Fred Prins glimlachte.

‘Kareltje Plof… Een inbreker?’

De Cock knikte.

‘Ik heb een paar zaken tegen hem behandeld… ook zijn laatste zaak, toen hij bij een brandkastkraak iets te veel dynamiet gebruikte en het leven liet.’

De oude rechercheur wendde zich weer tot Vledder.

‘Mijn tweede obstakel was Richard de Boer, een intelligente jongeman… volgens Jansje Meijer het brein achter de bende van Jeanne d’Arc. Ik stelde hem voor de keus: óf net als de anderen het slachtoffer worden van een moordaanslag, óf met mij in zee gaan.’

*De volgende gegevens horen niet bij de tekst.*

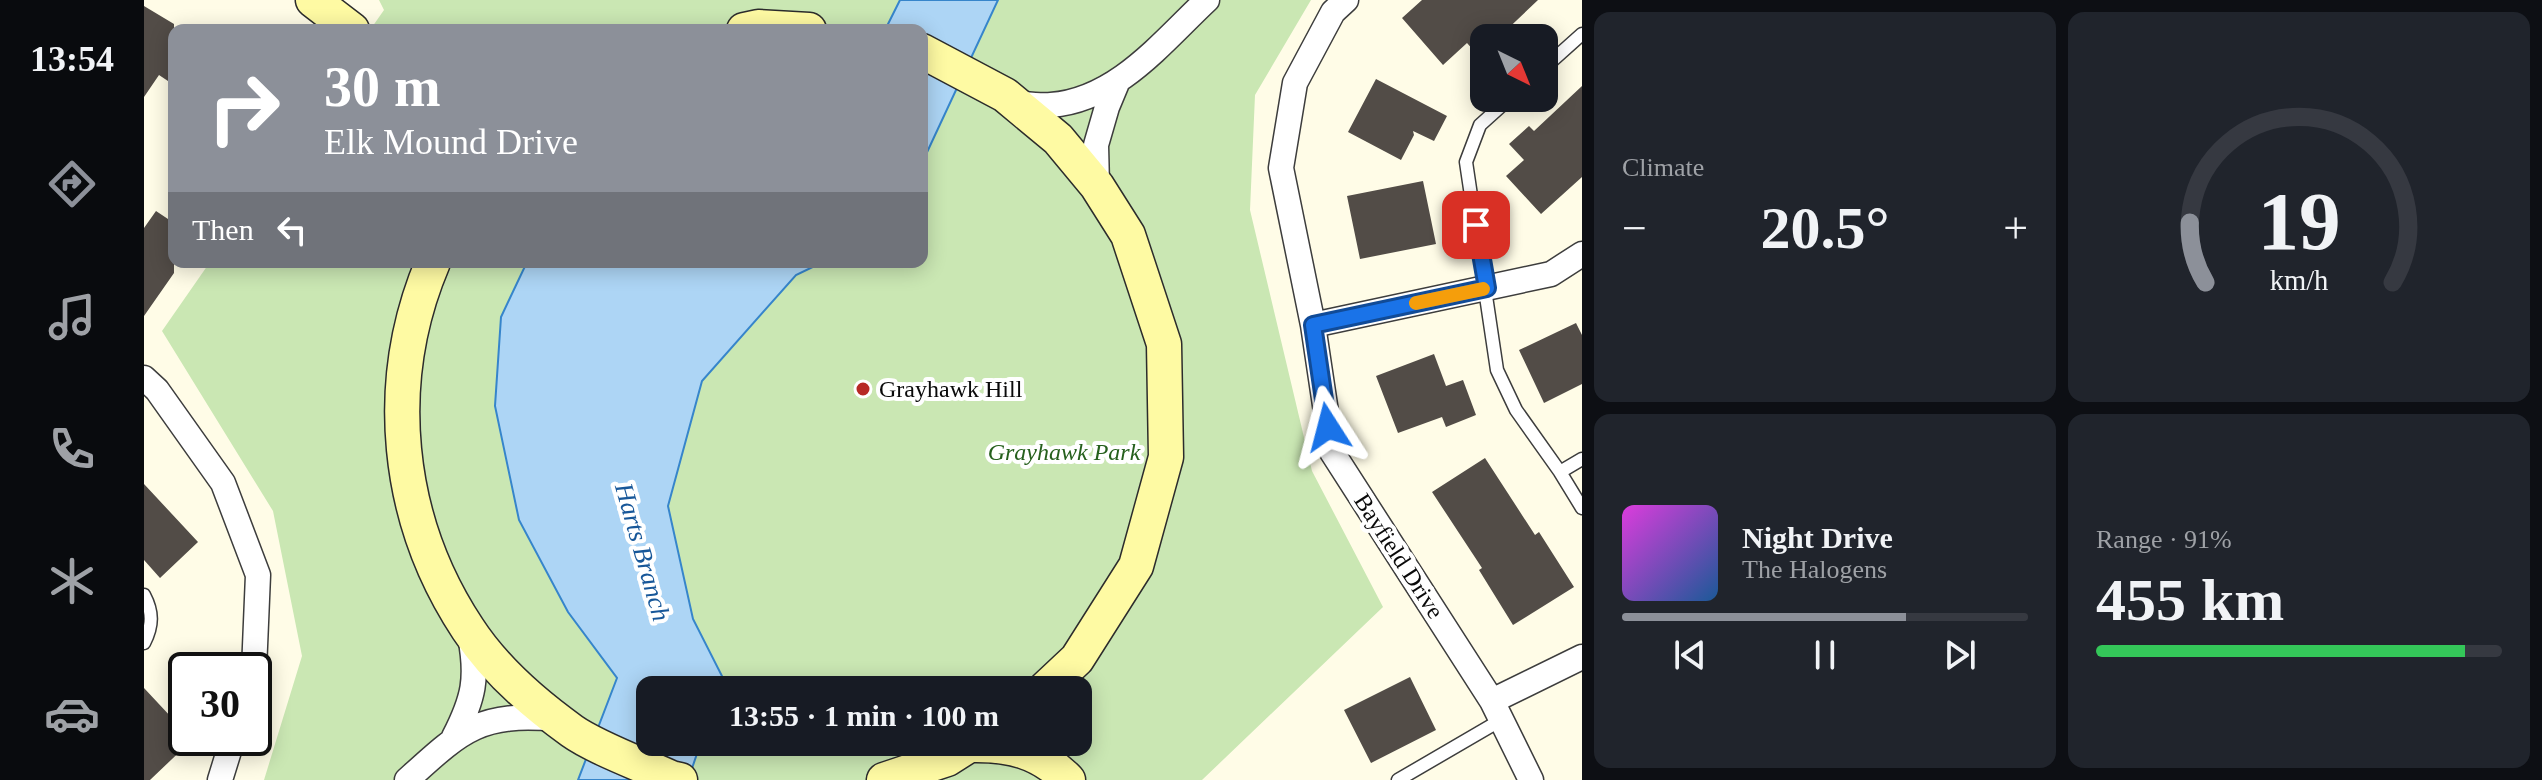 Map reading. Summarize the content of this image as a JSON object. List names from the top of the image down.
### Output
{
  "streets": {
    "street": ["Bayfield Drive"]
  },
  "water": ["Harts Branch"],
  "parks": ["Grayhawk Park"],
  "places": ["Grayhawk Hill"],
  "north": "bottom right",
  "page": {
    "tabs": "13:54",
    "tile": [
      "Climate",
      ["Range · 91%", "455 km"]
    ],
    "turn": ["30 m", "Elk Mound Drive"],
    "then": "Then",
    "heat": ["−", "20.5°", "+"],
    "song": ["Night Drive", "The Halogens"],
    "limit": "30",
    "trip": "13:55 · 1 min · 100 m",
    "gauge": ["19", "km/h"]
  }
}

Vledder knikte begrijpend.

‘Hij koos voor jou.’

De Cock nam een slok van zijn cognac.

‘Het was niet eenvoudig. Richard de Boer ontkende aanvankelijk iets met de bende van Jeanne d’Arc uitstaande te hebben. Pas toen moeder Lefeberus hem vertelde dat zij via wijlen haar zoon wel beter wist en zich bereid verklaarde om desnoods tijdens een terechtzitting tegen hem te getuigen, capituleerde hij… vroeg garanties en strafvermindering.’

De oude rechercheur schudde zijn hoofd.

‘Die kon ik niet geven. Ik heb hem alleen beloofd, dat ik er met de officier van justitie over wilde praten. Dat heb ik inmiddels gedaan.’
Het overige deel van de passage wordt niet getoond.